A touch of grandeur

A photograph of the building taken in 1949. PHOTO: REF: HOCKEN COLLECTIONS / PERPETUAL TRUST 96-106
A photograph of the building taken in 1949. PHOTO: REF: HOCKEN COLLECTIONS / PERPETUAL TRUST 96-106

In a George St building, its owner extracted a fearful toll, writes David Murray. 

The City Boot Palace! The name conjures up images of a vast array of footwear in a setting of Victorian opulence, perhaps presided over by some magnificently moustachioed manager.

It may not have been like that, but Dunedin's boot palace did have a touch of grandeur that set it apart from most George St buildings of the 1880s, at a time when the main shopping area was south of the Octagon.

The building was erected for Benjamin Throp (1845-1933), a dentist who occupied the upstairs rooms and leased out the lower level.

Born in Halifax, Yorkshire, Throp arrived in Dunedin with his mother in 1861 and qualified as a dentist in 1868. In the early days he used only hand instruments and his equipment and supplies had to be imported from England and the United States, often taking more than a year to arrive.

Up to 1900 the only anaesthetic he used was cocaine. He later produced his own nitrous oxide (laughing gas). He also made his own gold plate, having worked as a goldsmith during his youth in Australia.

Throp's meticulous notes, held in the Hocken Collections, record that he made 37,162 extractions over 37 years.

One day, when fitting the gold-mining entrepreneur Alex McGeorge with some false teeth, Throp was offered a partnership in the Electric Gold Dredging Company. This proved to be a lucrative venture that ultimately netted him between 20,000 and 30,000.

He retired in 1905 to take up farming at Moa Flat Estate, but his son Frank Throp continued the dental practice at the same address until 1942.

Two other sons were killed in action during World War 1. Another dentist, Andrew Aitken, kept the rooms up to 1958 and during this period the building remained in the ownership of the Throp family.

Architect James Hislop designed the building, erected on the site of the old Dornwell & Rennie butchery. Tenders were called in June 1885 and by the beginning of March 1886 Throp had taken occupation of his rooms. The Boot Palace opened soon afterwards.

The contractor was Arthur White and the cost about 2800, but White went bankrupt during the course of the contract because his tender had been too low and he found he couldn't afford to pay all of the creditors connected with the work.

The building has a foundation of Port Chalmers stone that rises above the footpath, and the two storeys over this are constructed of brick rendered with cement plaster.

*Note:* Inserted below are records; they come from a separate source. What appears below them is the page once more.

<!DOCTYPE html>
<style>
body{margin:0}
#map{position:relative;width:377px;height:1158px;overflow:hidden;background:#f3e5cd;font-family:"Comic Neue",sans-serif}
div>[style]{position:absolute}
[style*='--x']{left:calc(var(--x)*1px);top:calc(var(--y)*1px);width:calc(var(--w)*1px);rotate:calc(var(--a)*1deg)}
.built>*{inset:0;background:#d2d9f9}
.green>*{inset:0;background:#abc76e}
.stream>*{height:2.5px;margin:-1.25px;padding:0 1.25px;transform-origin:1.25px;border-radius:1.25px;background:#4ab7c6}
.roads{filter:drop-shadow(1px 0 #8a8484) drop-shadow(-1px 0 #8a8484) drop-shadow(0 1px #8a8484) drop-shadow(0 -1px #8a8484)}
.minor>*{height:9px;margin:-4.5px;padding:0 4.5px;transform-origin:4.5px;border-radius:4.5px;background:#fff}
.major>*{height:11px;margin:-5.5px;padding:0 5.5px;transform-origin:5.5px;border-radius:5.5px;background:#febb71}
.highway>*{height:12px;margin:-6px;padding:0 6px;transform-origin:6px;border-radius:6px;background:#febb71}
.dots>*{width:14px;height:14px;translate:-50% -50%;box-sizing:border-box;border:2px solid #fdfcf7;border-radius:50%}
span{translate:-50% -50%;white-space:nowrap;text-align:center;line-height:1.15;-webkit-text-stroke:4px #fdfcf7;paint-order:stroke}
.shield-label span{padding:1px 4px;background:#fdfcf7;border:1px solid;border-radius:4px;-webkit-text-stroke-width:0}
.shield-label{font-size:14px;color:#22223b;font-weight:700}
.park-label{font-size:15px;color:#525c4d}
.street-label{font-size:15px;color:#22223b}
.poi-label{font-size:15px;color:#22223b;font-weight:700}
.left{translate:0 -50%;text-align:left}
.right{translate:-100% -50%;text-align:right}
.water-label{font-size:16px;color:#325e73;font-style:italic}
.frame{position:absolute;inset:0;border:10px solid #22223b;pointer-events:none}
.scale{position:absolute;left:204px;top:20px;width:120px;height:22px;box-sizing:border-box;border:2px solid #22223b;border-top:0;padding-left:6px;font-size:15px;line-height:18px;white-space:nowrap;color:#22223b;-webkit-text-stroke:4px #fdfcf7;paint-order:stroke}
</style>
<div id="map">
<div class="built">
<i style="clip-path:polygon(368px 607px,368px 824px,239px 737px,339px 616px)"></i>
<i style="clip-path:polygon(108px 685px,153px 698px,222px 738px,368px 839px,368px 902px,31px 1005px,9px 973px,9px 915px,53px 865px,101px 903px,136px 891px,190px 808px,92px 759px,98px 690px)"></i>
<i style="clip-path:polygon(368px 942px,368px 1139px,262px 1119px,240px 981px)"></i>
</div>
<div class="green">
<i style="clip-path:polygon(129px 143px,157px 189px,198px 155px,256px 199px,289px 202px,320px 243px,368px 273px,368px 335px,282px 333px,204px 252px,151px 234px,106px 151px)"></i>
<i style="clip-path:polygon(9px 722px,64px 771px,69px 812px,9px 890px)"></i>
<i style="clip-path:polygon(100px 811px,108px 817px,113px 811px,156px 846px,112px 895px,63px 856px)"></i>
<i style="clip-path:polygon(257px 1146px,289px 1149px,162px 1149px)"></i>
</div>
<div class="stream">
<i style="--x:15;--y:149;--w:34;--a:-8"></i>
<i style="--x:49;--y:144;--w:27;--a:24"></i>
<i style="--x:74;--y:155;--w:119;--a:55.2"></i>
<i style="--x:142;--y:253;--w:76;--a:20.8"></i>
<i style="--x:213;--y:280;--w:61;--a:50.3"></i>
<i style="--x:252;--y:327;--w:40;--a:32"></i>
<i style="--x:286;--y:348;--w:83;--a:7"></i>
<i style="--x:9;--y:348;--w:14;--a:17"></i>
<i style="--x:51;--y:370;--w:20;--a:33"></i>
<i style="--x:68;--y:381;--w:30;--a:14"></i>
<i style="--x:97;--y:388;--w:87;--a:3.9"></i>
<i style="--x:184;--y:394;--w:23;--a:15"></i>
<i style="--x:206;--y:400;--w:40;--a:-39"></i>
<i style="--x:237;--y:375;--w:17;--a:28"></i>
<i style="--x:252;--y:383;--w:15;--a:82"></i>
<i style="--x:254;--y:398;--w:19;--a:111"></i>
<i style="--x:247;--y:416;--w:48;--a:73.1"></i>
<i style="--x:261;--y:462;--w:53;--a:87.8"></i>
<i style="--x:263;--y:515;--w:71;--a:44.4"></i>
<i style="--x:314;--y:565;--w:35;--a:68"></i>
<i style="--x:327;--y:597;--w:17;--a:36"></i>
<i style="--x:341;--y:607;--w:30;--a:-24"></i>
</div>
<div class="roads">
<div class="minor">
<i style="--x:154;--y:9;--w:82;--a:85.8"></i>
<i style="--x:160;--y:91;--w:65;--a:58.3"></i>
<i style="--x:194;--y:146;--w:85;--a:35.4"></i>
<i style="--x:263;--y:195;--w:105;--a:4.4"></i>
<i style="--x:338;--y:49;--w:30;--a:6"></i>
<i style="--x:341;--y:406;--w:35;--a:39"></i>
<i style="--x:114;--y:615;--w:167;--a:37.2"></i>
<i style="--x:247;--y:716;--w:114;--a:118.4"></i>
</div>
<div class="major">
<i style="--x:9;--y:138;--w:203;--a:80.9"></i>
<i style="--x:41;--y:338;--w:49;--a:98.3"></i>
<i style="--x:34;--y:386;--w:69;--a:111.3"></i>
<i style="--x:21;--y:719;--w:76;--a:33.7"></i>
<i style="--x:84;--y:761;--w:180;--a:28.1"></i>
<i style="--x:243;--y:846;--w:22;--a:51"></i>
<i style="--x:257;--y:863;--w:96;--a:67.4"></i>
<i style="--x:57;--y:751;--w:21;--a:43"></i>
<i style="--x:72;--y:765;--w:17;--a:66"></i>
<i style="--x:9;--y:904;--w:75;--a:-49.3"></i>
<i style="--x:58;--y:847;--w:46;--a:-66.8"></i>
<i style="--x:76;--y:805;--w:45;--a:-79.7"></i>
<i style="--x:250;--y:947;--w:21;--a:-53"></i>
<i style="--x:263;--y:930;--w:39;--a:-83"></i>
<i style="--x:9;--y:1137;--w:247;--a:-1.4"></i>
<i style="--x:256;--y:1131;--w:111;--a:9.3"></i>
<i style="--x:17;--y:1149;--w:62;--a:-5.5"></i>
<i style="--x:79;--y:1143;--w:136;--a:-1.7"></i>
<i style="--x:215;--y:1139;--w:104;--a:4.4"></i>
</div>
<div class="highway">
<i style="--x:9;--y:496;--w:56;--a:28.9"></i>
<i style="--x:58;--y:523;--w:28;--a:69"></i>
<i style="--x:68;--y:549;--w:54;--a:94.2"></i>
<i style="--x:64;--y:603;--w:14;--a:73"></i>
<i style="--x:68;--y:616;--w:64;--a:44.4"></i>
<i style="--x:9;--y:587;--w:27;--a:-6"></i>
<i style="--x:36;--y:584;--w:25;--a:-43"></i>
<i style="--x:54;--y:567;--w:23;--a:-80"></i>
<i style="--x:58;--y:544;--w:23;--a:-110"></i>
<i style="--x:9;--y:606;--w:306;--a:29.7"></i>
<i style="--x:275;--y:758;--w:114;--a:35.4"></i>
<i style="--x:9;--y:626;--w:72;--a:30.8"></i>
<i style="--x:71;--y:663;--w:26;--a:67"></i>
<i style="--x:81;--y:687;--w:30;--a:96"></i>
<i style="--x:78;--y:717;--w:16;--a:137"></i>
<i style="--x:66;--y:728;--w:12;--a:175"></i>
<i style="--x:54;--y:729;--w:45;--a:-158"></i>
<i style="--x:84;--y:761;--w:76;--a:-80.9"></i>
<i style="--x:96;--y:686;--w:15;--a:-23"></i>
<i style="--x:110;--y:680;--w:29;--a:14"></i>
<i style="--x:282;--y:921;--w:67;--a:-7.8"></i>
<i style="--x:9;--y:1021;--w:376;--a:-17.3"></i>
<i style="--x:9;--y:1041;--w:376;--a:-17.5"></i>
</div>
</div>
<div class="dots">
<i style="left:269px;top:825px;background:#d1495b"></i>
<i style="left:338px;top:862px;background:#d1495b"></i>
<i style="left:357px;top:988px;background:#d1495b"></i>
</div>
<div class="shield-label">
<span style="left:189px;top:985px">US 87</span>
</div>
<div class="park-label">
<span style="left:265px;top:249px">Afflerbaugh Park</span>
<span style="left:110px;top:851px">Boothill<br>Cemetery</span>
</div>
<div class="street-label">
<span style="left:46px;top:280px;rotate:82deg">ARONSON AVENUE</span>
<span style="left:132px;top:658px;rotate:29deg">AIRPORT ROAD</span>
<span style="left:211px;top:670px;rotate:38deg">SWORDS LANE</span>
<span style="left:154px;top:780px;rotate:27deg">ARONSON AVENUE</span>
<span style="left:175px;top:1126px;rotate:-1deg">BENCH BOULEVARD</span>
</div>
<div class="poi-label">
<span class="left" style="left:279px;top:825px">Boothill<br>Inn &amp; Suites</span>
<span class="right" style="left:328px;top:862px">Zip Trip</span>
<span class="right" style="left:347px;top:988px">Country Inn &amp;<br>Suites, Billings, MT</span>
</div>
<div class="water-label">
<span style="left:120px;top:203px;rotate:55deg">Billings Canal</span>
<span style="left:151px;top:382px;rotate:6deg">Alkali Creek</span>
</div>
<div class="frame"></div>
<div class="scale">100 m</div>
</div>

An abundance of ornamentation includes pairs of Corinthian pilasters, arched and triangular hoods, and rustication. Originally, there was a bold and elaborate parapet with balustrades and pediments that balanced the composition. A pillared veranda for the George St shop front featured decorative cast ironwork.

The overall effect was a little more ostentatious than it was elegant, but nevertheless assured and effective.

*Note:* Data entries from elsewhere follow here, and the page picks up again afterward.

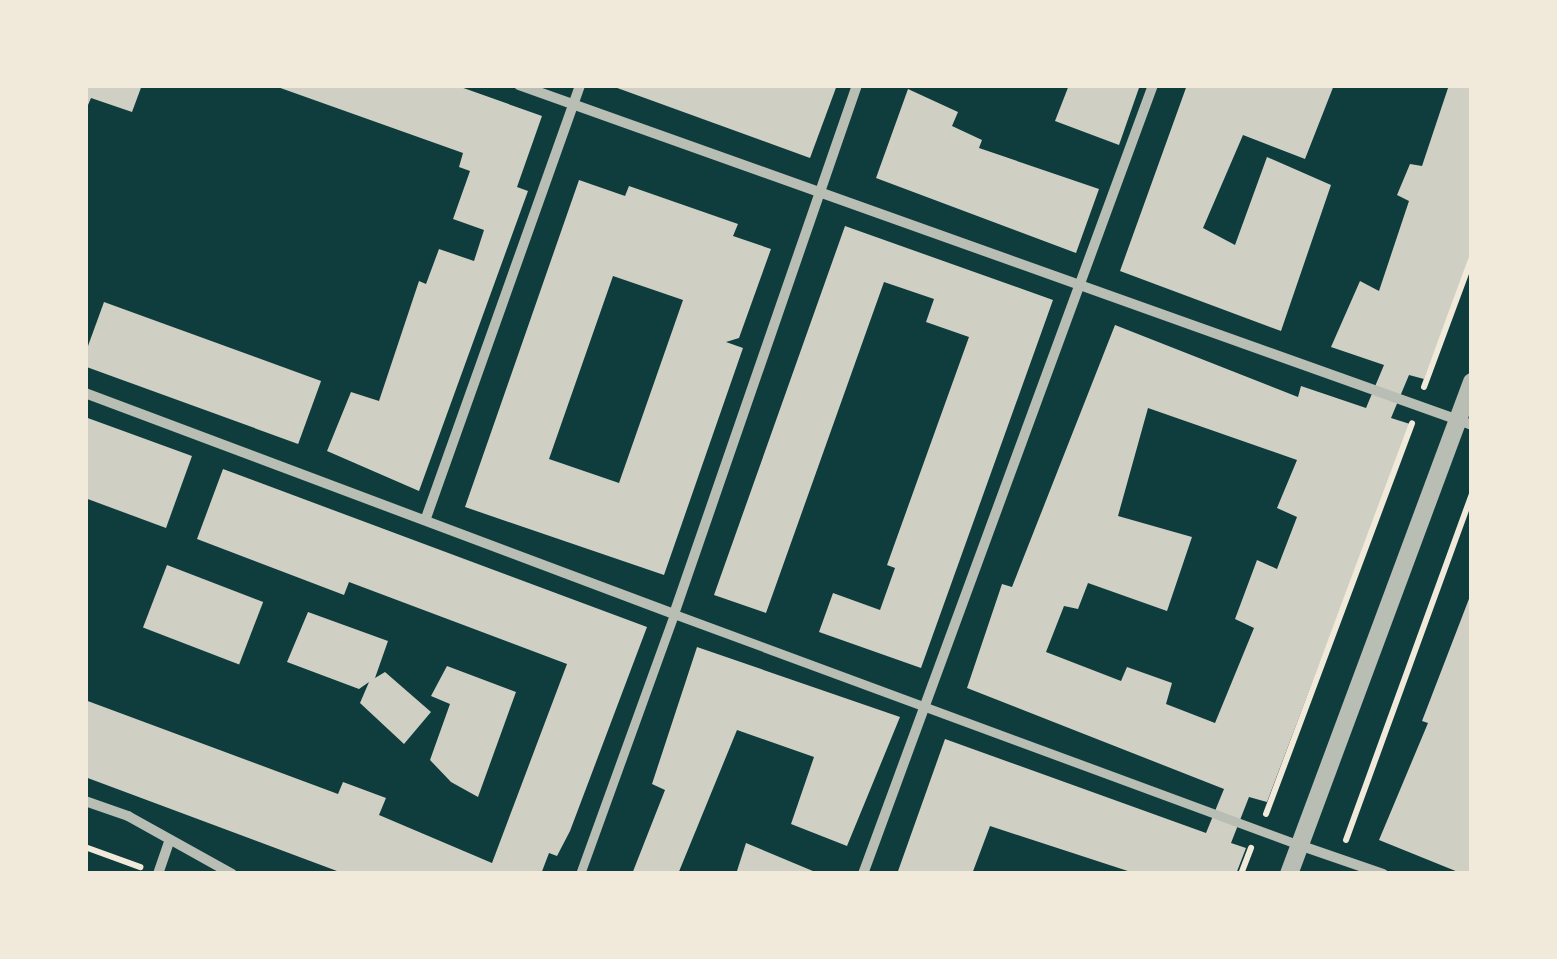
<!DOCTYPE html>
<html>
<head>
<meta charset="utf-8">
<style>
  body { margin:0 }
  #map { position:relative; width:1557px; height:959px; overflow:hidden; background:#0f3d3e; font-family:"Work Sans",sans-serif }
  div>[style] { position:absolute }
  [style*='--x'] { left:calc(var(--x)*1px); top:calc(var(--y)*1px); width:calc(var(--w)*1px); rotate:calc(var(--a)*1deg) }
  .building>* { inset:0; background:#cfcfc3; transform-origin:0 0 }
  .path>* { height:6px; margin:-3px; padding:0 3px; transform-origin:3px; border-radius:3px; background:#f1e9da }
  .pedestrian>* { height:9px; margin:-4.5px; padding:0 4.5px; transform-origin:4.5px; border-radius:4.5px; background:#b8beb3 }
  .minor>* { height:10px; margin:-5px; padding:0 5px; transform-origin:5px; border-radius:5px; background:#b8beb3 }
  .tertiary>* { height:18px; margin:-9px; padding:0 9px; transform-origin:9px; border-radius:9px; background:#b8beb3 }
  span { translate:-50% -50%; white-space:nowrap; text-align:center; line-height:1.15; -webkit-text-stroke:10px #f1e9da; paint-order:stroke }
  .frame { position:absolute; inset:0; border:88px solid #f1e9da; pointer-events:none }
</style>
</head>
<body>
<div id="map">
  <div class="building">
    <div style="clip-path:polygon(85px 85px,142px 85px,132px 112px,91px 98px,85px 112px)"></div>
    <div style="clip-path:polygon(272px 85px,455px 85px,542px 116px,517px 187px,528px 191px,419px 491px,327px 451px,351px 392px,379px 401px,419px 281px,426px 284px,439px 249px,474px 261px,484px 230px,453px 219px,470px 171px,459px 167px,463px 153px)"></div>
    <div style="clip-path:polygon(609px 85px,837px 85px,810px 158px)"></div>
    <div style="clip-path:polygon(1069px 85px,1140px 85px,1119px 145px,1055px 121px)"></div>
    <div style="clip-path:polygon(1187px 85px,1334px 85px,1305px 159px,1243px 135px,1203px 228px,1235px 245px,1267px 157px,1331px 185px,1281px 331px,1120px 271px)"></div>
    <div style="clip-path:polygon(evenodd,1449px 85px,1472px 85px,1472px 252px,1424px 379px,1409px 375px,1391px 418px,1410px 424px,1267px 802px,1249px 797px,1231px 843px,1246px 848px,1236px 874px,1137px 874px,990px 826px,972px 874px,897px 874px,945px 739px,1206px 833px,1224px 789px,967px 688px,1002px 584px,1012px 587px,1115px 325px,1298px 397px,1301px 386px,1366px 408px,1384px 365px,1331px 347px,1360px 281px,1379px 291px,1409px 201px,1397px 195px,1410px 164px,1422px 166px,1449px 85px,1148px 408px,1297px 460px,1277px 508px,1297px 517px,1277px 569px,1257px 560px,1235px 619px,1254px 628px,1215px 723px,1166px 704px,1172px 683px,1127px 667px,1121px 681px,1046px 652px,1064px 606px,1078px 609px,1088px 583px,1167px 611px,1192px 537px,1118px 516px,1148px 408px)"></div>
    <div style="clip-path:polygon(908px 89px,958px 112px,952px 126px,982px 140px,979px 148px,1099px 189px,1076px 253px,876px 178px)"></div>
    <div style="clip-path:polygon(evenodd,579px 180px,625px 196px,629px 186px,738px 224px,733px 236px,771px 249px,739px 338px,726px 342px,743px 348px,664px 575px,465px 507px,579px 180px,613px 276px,683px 300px,619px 483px,549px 459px,613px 276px)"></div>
    <div style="clip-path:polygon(845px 226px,1053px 300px,921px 668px,819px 632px,833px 593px,880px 610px,895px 568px,887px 565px,969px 337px,926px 322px,934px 299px,884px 282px,766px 613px,714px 595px)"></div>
    <div style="left:104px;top:302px;width:231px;height:67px;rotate:20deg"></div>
    <div style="clip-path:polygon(85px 417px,192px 456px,166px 528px,85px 498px)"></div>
    <div style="clip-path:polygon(223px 469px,647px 627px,570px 831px,557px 856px,549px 853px,541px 874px,345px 874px,85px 777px,85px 700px,338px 794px,343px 782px,386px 798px,379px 815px,492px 863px,567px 664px,349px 582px,344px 595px,197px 539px)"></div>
    <div style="left:167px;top:565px;width:103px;height:67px;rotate:21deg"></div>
    <div style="clip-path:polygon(1472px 591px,1472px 874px,1463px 874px,1379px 840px,1428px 723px,1422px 721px)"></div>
    <div style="clip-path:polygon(308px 612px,388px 641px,375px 678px,385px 672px,431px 712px,404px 744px,360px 703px,369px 682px,359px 689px,287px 662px)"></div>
    <div style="clip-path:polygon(697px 647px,900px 717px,847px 846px,791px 824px,814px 757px,737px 730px,678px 874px,632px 874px,665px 790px,652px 784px)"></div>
    <div style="clip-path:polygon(447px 666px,516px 692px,478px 797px,451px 782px,430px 760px,450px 704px,431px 696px)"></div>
    <div style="clip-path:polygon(746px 843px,820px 874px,736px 874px)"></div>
  </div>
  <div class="path">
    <div style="--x:1424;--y:387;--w:139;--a:-69.7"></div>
    <div style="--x:1266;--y:814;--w:417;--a:-69.5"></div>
    <div style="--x:1346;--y:840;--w:368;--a:-70"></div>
    <div style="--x:85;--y:847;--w:59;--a:20"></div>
    <div style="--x:1241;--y:874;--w:28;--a:-69"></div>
  </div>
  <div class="pedestrian">
    <div style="--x:580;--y:874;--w:276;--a:-70.1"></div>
    <div style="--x:674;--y:614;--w:666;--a:20.28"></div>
  </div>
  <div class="minor">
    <div style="--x:519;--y:85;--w:1012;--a:19.63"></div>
    <div style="--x:85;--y:393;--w:629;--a:20.57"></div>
    <div style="--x:674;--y:614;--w:560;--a:-70.92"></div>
    <div style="--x:426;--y:518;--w:460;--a:-70.4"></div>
    <div style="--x:85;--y:801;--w:46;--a:19.2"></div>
    <div style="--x:128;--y:816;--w:119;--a:29.1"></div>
    <div style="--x:1299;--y:845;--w:89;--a:19"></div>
    <div style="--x:158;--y:874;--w:36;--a:-71"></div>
    <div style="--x:863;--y:874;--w:841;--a:-69.82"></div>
  </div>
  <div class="tertiary">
    <div style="--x:1289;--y:874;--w:525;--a:-69.6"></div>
  </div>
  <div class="frame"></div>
</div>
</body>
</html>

The building is a good example of the later phase of Victorian Renaissance Revival architecture, which drew from increasingly eclectic influences combined in unconventional ways. Hislop provided another notable example of this a few years later when he designed the New Zealand and South Seas Exhibition buildings of 1889 in a flamboyant quasi-Moorish style.

The City Boot Palace had been established in 1883, when it succeeded the business of the bootmaker John Elliott. The same name was used elsewhere in Australasia: John Hunter's City Boot Palace in Sydney opened in 1877, and both branches and separate businesses with the name operated in other Australian centres.

In New Zealand the boot palaces all appear to have been independent, although there may have been formal links between some of them. They included shops in Invercargill, Oamaru, Napier, New Plymouth, and Christchurch.

The Dunedin manager from 1885 to 1908 was Joseph McLoy McKay, who in the Edwardian period ran humorous advertisements emphasising bargain prices and the good value of his merchandise. Some featured the character ''Parsimonious Sam'', whose penny-pinching ways were satisfied by the deals on offer.

The Boot Palace ran for more than 40 years and eventually vacated the building in 1929. The premises were then fitted with new shop fronts with mahogany facings and granite, and a steel suspended veranda.

The alterations were designed by the architects Mandeno & Fraser, and the contractors were the Love Construction Company.

A women's clothing shop, Fashion Corner, opened for business in December 1929. It operated until 1958 when the ANZ Bank took the building as a branch office. It was about this time that the parapet ornamentation was destroyed and the St Andrew Street entrance moved. Old interior features also disappeared through numerous renovations.

In 1983 the architects Salmond & Burt drew up plans for a new bank building on the site but the scheme was abandoned.

After nearly 40 years the ANZ consolidated on a new location in 1997. The ground floor is now occupied by the clothing retailer Jay Jays, making it once again a ''fashion corner''.

Most of the external character remains intact, and with some restoration perhaps the building will one day reiterate the vivacious architectural statement it made in its early years.